En plus d’enchanter les mélomanes du monde entier, l’artiste sénégalais réveille le rêve d’une Afrique plus unie à l’aune de l’histoire.

« Nous, Africains, sommes toujours dépendants des forces internationales. Au Mali, il y a eu des attentats et la France a dû intervenir, car les pays africains qui entourent le Mali et tous les autres n’ont pas réagi », soulève d’emblée Ismaël Lô, invité phare des vingt ans du Festival Gnaoua, à Essaouira, au Maroc, lorsqu’on l’interroge sur l’actualité africaine. Il est comme ça Ismaël Lô : engagé. Né au moment de l’indépendance du Sénégal, l’artiste qui se définit comme panafricaniste est imprégné – et cela s’entend, à travers sa voix légèrement rouillée, vibrante, lorsqu’il roule majestueusement les « r » – et sensible à tout ce qui concerne de près ou de loin l’évolution du continent africain. Depuis 1996 et son tube planétaire « Tajabone » qui l’a vu sacrer meilleur artiste africain, il est l’une des grandes voix du continent dans le monde. À tel point qu’on le surnomme « Le Bob Dylan africain ». Année après année, il continue de défendre en poésie, accompagné de sa guitare et de son célèbre harmonica, les peuples d’Afrique. Le Maroc et le festival d’Essaouira ne pouvaient espérer meilleur représentant pour incarner cette unité africaine tant « rêvée ». De sa musique, son regard sur le passé, et l’actualité continentale, il dit tout, en attendant son nouvel album annoncé pour prochainement. Inch’Allah. Rencontre.

 

C’est la première fois que vous venez au Festival d’Essaouira, pourquoi avoir accepté cette invitation ?

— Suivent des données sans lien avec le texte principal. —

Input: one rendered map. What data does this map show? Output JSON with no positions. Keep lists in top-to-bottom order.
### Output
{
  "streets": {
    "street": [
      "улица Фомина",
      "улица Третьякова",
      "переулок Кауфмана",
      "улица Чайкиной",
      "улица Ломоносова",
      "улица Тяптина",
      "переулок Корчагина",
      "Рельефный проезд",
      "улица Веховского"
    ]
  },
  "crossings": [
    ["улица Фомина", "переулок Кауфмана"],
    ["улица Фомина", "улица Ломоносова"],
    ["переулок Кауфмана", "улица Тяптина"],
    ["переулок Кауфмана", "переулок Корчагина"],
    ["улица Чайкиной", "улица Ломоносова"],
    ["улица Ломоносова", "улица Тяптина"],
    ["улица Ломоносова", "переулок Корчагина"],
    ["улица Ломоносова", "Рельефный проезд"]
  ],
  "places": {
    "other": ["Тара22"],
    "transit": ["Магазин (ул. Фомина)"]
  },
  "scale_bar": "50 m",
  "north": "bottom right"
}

J’ai été invité à ce festival merveilleux qui se déroule dans cette magnifique ville d’Essaouira, un endroit chargé d’histoire. Je suis honoré qu’on m’ait convié à assister à ce 20e anniversaire pour célébrer les « Gnaoua » au Maroc. Ce pays est un carrefour pour les cultures du monde, et une porte d’entrée pour découvrir les arts africains. Le soleil est au rendez-vous, comme au Sénégal, et le royaume foisonne de richesses culturelles. Il y a beaucoup de festivals au Maroc. J’ai découvert d’autres villes au Maroc, car je suis déjà venu pour d’autres événements, mais Essaouira, c’est une première pour moi, et c’est un plaisir de découvrir cette ville qui donne une impression de déjà vu, le temps semble s’y être arrêté.

Vous vous faites de plus en plus rare sur scène, comment avez-vous abordé ce concert ?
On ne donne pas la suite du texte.